** Data provided follows **

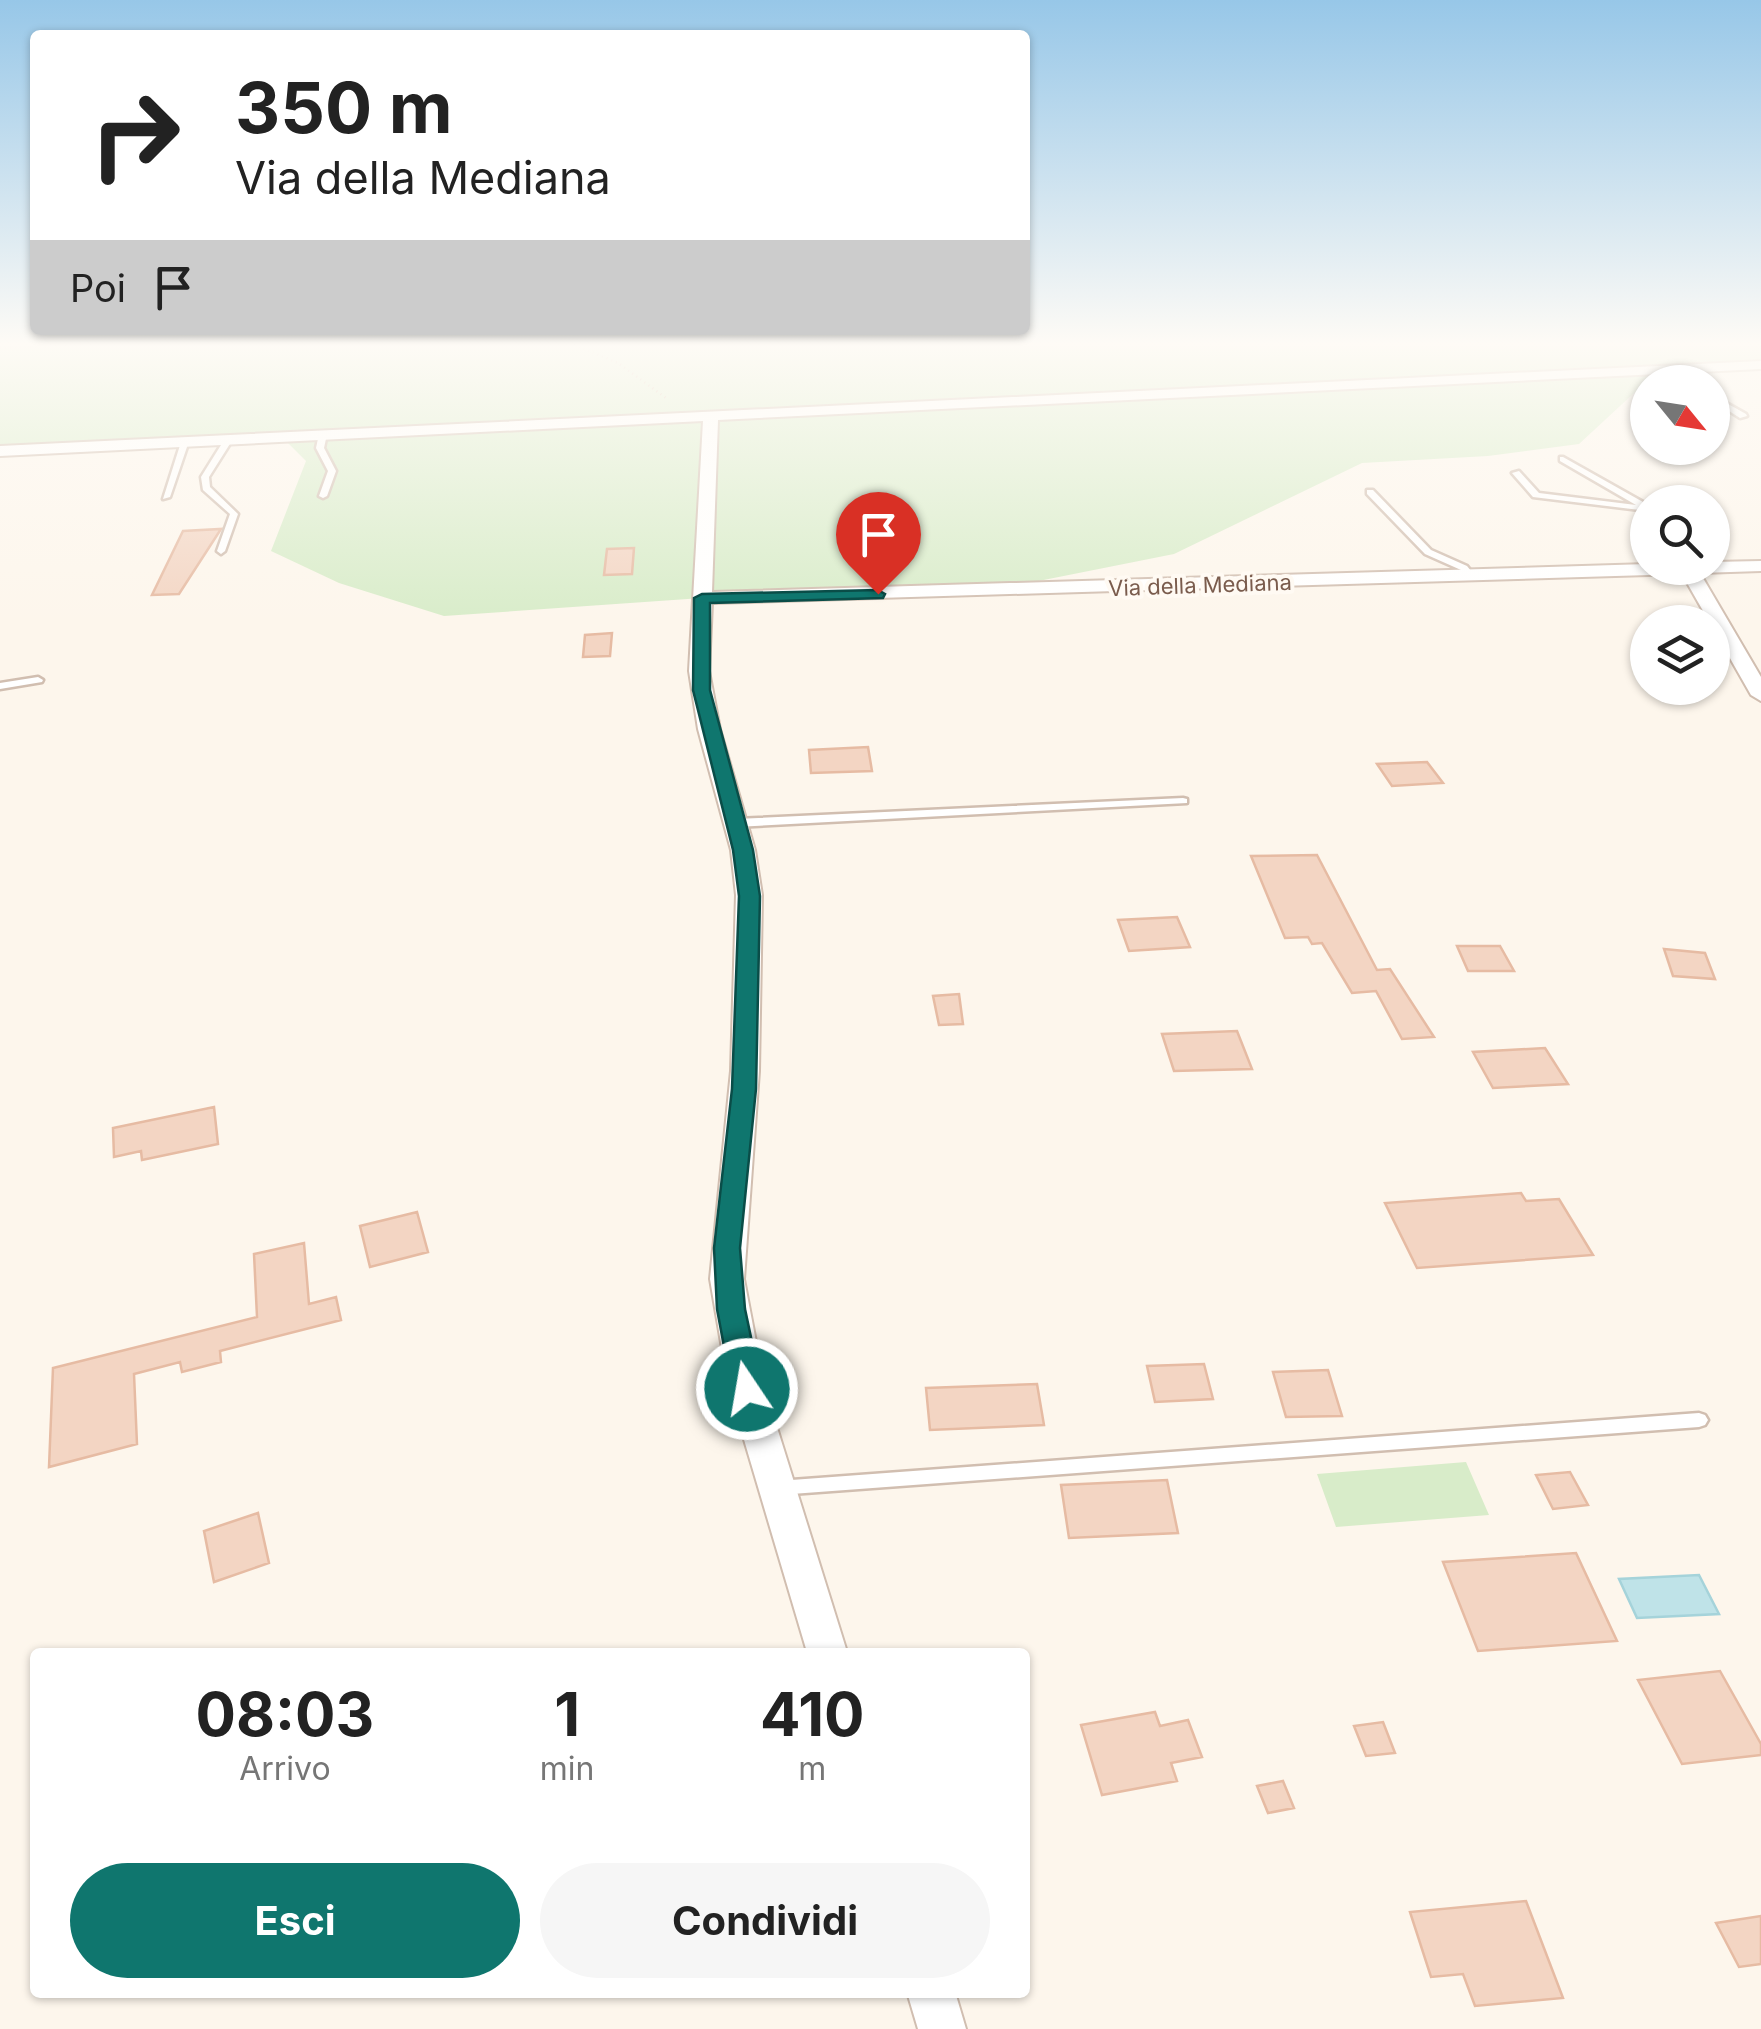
<!DOCTYPE html>
<html lang="it">
<style>
:root{--surface:#fff;--page:#f6f6f6;--text:#222;--muted:#767676;--accent:#0f766e}
body{margin:0;font-family:Inter,sans-serif;background:var(--page);color:var(--text);height:100vh;display:flex;flex-direction:column;font-size:38px;white-space:nowrap}
*{box-sizing:border-box;margin:0}
p{font-size:32px;color:var(--muted)}
.icon{flex:none;width:55px;height:55px;fill:none;stroke:currentColor;stroke-width:2;stroke-linecap:round;stroke-linejoin:round}
.map{position:relative;flex:1;overflow:hidden}
.drawer{position:absolute;left:30px;top:1648px;width:1000px;height:350px;display:flex;flex-direction:column;background:var(--surface);border-radius:10px;box-shadow:0 2px 8px #0004}
.drawer>*{flex:none}
.guide{position:absolute;left:30px;top:30px;width:1000px;height:305px;border-radius:10px;box-shadow:0 2px 8px #0004;background:#fff;color:var(--text);overflow:hidden}
.needle{width:65px;rotate:120deg}
.buttons{position:absolute;left:1630px;top:365px;display:grid;gap:20px}
.buttons a{display:grid;place-items:center;width:100px;height:100px;border-radius:50%;background:var(--surface);box-shadow:0 2px 8px #0004;font-size:50px}
.pin{position:absolute;display:grid;place-items:center;width:85px;height:85px;color:#fff;margin:-102px -42px;border-radius:50% 50% 50% 0;rotate:-45deg;box-shadow:0 0 10px #0007}
.pin .icon{rotate:45deg}
.me{position:absolute;width:110px;margin:-55px;rotate:348deg;stroke-linejoin:round;filter:drop-shadow(0 0 8px #0008)}
.turn{display:flex;align-items:center;gap:35px;height:210px;padding:0 40px;font-size:45px}
.turn .icon{width:130px;height:130px;stroke-width:2.5}
.turn b{display:block;font-size:70px;line-height:85px}
.then{display:flex;align-items:center;height:95px;padding:0 40px;background:#0003;gap:20px;font-size:38px}
.eta{display:flex;justify-content:space-evenly;align-items:center;height:170px;text-align:center}
.eta b{font-size:60px;font-weight:700;line-height:70px}
.button{display:flex;gap:20px;margin-top:auto;padding:20px 40px}
.button a{flex:1;height:115px;border-radius:60px;background:var(--accent);color:#fff;font-size:40px;font-weight:700;line-height:115px;text-align:center}
.button a+a{background:var(--page);color:var(--text)}
.map>svg:first-child{display:block}
.green{fill:#d8ecc9}
.water{fill:#bfe3e8;stroke:#a5d3da;stroke-width:2.5}
.building{fill:#f3d5c3;stroke:#e6bba3;stroke-width:2.5}
.lines{fill:none;stroke-linecap:round;stroke-linejoin:round}
.lane-casing{stroke:#d1beb0;stroke-width:5}
.street-casing{stroke:#d1beb0;stroke-width:4}
.path{stroke:#d9b8a5;stroke-width:2.5;stroke-dasharray:1 4;stroke-linecap:butt}
.lane{fill:#fff;fill-rule:evenodd}
.street{fill:#fff;fill-rule:evenodd}
.route{fill:#0f766e;stroke:#0a4d48;stroke-width:2.5}
.labels{text-anchor:middle;stroke-width:8;stroke-linejoin:round;paint-order:stroke}
.far-street-label{font-size:22px;fill:#7a5c4d;stroke:#fffaf3}
</style>
<div class="map">
<svg width="1761" height="2029" viewBox="0 0 1761 2029">
<rect width="100%" height="100%" fill="#fdf6ec"/>
<!-- green -->
<path class="green" d="M0,341h1761v24l-101,4 -81,75 -91,12 -126,7 -188,91 -191,38 -281,6 -258,18 -105,-33 -68,-32 35,-90 -24,-24 -282,14z
M1466,1462l23,53 -153,12 -19,-53z"/>
<!-- water -->
<path class="water" d="M1699,1575l20,39 -82,4 -18,-39z"/>
<!-- building -->
<path class="building" d="M221,529l-42,65 -27,1 31,-64z
M634,548l-2,26 -28,1 3,-26z
M612,633l-2,23 -27,1 2,-22z
M868,747l4,24 -61,2 -2,-23z
M1427,762l16,21 -51,3 -15,-22z
M1317,855l60,115 13,-1 44,68 -32,2 -26,-48 -24,2 -30,-50 -10,1 -4,-7 -23,1 -34,-82z
M1177,917l13,30 -61,4 -11,-31z
M1457,946h43l14,25h-46z
M1664,949l41,4 10,26 -42,-3z
M959,994l4,30 -24,1 -6,-29z
M1237,1031l15,38 -78,2 -12,-37z
M1545,1048l23,36 -75,4 -20,-36z
M214,1107l4,37 -76,16 -1,-9 -27,6 -1,-29z
M1521,1193l5,8 33,-2 34,56 -176,13 -32,-65z
M417,1212l11,40 -58,15 -10,-41z
M304,1243l5,61 27,-7 5,23 -121,31 1,11 -39,10 -2,-10 -46,12 3,70 -88,23 4,-99 204,-51 -3,-63z
M1204,1364l9,35 -58,3 -8,-36z
M1328,1370l14,46 -56,1 -13,-45z
M1037,1384l7,41 -114,5 -4,-42z
M1570,1472l18,33 -35,4 -17,-34z
M1167,1480l11,53 -109,5 -8,-53z
M258,1513l11,50 -55,19 -10,-51z
M1576,1553l41,88 -139,10 -35,-89z
M1720,1671l41,73v11l-79,9 -44,-84z
M1155,1712l5,14 28,-6 14,37 -31,6 6,18 -75,14 -21,-70z
M1383,1722l12,31 -29,3 -12,-30z
M1283,1781l11,27 -26,5 -11,-27z
M1526,1901l37,97 -88,8 -12,-32 -32,3 -21,-65z
M1761,1916v48l-22,3 -23,-44z"/>
<g class="lines">
<defs>
<path id="lane" d="M1663,368h4l25,14h-8l-21,-12z
M1712,395l34,19 1,2 -7,2 -28,-18z
M323,432l4,2 -3,14 12,23 -9,25 -4,2 -4,-2 9,-25 -12,-23 3,-14z
M226,437l7,2 -24,38 1,10 28,27 -13,37 -4,3 -4,-3 13,-37 -27,-24 -2,-13z
M182,439l7,2 -19,56 -7,2z
M1563,457l80,45v4h5v5l-115,-14 -21,-24 7,-2 20,22 97,12 -76,-44v-4z
M1367,490h6l58,60 36,16 8,10 -2,2h-6l-6,-8 -36,-16 -58,-60z
M38,677l5,3 -1,2 -42,7v-6z
M1183,798l4,1v4l-451,24 -6,-4 6,-4z
M1699,1413l6,2 3,5 -3,5 -6,2 -921,68 -7,-2 -2,-5 2,-5 7,-2z"/>
<path id="street" d="M1761,361v8l-1043,51 -6,172 936,-28v4h64v-6l49,-1v10l-61,2 61,104v24l-10,-6 -69,-121 -970,29 -3,68 11,58 35,121 7,45 -3,176 -15,208 21,110 82,263h-40l-78,-263 -19,-110 21,-208 5,-176 -5,-45 -33,-121 -9,-58 14,-250 -703,35v-10z
M907,1992h48l11,37h-48z"/>
</defs>
<!-- lane casing -->
<use href="#lane" class="lane-casing"/>
<!-- street casing -->
<use href="#street" class="street-casing"/>
<!-- path -->
<path class="path" d="M565,341l53,22 48,35
M0,348l150,-7"/>
<!-- lane -->
<use href="#lane" class="lane"/>
<!-- street -->
<use href="#street" class="street"/>
</g>
<!-- sky -->
<linearGradient id="sky" x2="0" y2="1"><stop stop-color="#97c7e8"/><stop offset="0.55" stop-color="#fefbf6"/><stop offset="1" stop-color="#fefbf6" stop-opacity="0"/></linearGradient>
<rect width="1761" height="625" fill="url(#sky)"/>
<!-- route -->
<path class="route" d="M878,590l7,4 -2,4 -173,5v87l43,160 7,46 -4,193 -16,159 5,61 17,80 -5,8h-20l-5,-8 -15,-80 -3,-61 18,-159 7,-193 -6,-46 -40,-160 1,-92 8,-4z"/>
<g class="labels">
<!-- far-street labels -->
<g class="far-street-label">
<text transform="translate(1200 585) rotate(-2)" y="8">Via della Mediana</text>
</g>
</g>
</svg>
<div class="buttons">
<a><svg class="needle" viewBox="-14 -14 28 28"><path d="M0-13l5 13h-10z" fill="#e53935"/><path d="M0 13l5-13h-10z" fill="#767676"/></svg></a>
<a><svg class="icon" aria-label="search" viewBox="0 0 24 24"><circle cx="10" cy="10" r="6"/><path d="M15 15l6 6"/></svg></a>
<a><svg class="icon" aria-label="layers" viewBox="0 0 24 24"><path d="M12 4l9 5-9 5-9-5zM3 14l9 5 9-5"/></svg></a>
</div>
<div class="pin" style="left:878px;top:594px;background:#d93025"><svg class="icon" aria-label="arrive" viewBox="0 0 24 24"><path d="M6 21V4h12l-3 4 3 4H6"/></svg></div>
<svg class="me" style="left:747px;top:1389px" viewBox="-20 -20 40 40"><circle r="17" fill="#0f766e" stroke="#fff" stroke-width="3"/><path d="M0-11L8 9 0 5-8 9z" fill="#fff"/></svg>
<div class="guide">
<div class="turn"><svg class="icon" aria-label="right" viewBox="0 0 24 24"><path d="M7 20v-9h11M14 6l5 5-5 5"/></svg><div><b>350 m</b>Via della Mediana</div></div>
<div class="then">Poi<svg class="icon" aria-label="arrive" viewBox="0 0 24 24"><path d="M6 21V4h12l-3 4 3 4H6"/></svg></div>
</div>
<section class="drawer">
<div class="eta">
<div><b>08:03</b><p>Arrivo</p></div>
<div><b>1</b><p>min</p></div>
<div><b>410</b><p>m</p></div>
</div>
<div class="button"><a>Esci</a><a>Condividi</a></div>
</section>
</div>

** End of Data provided **

Action item =>
In how many lines of the listing does the word "green" appear? Give the number by itself.

Result for this exercise =>
3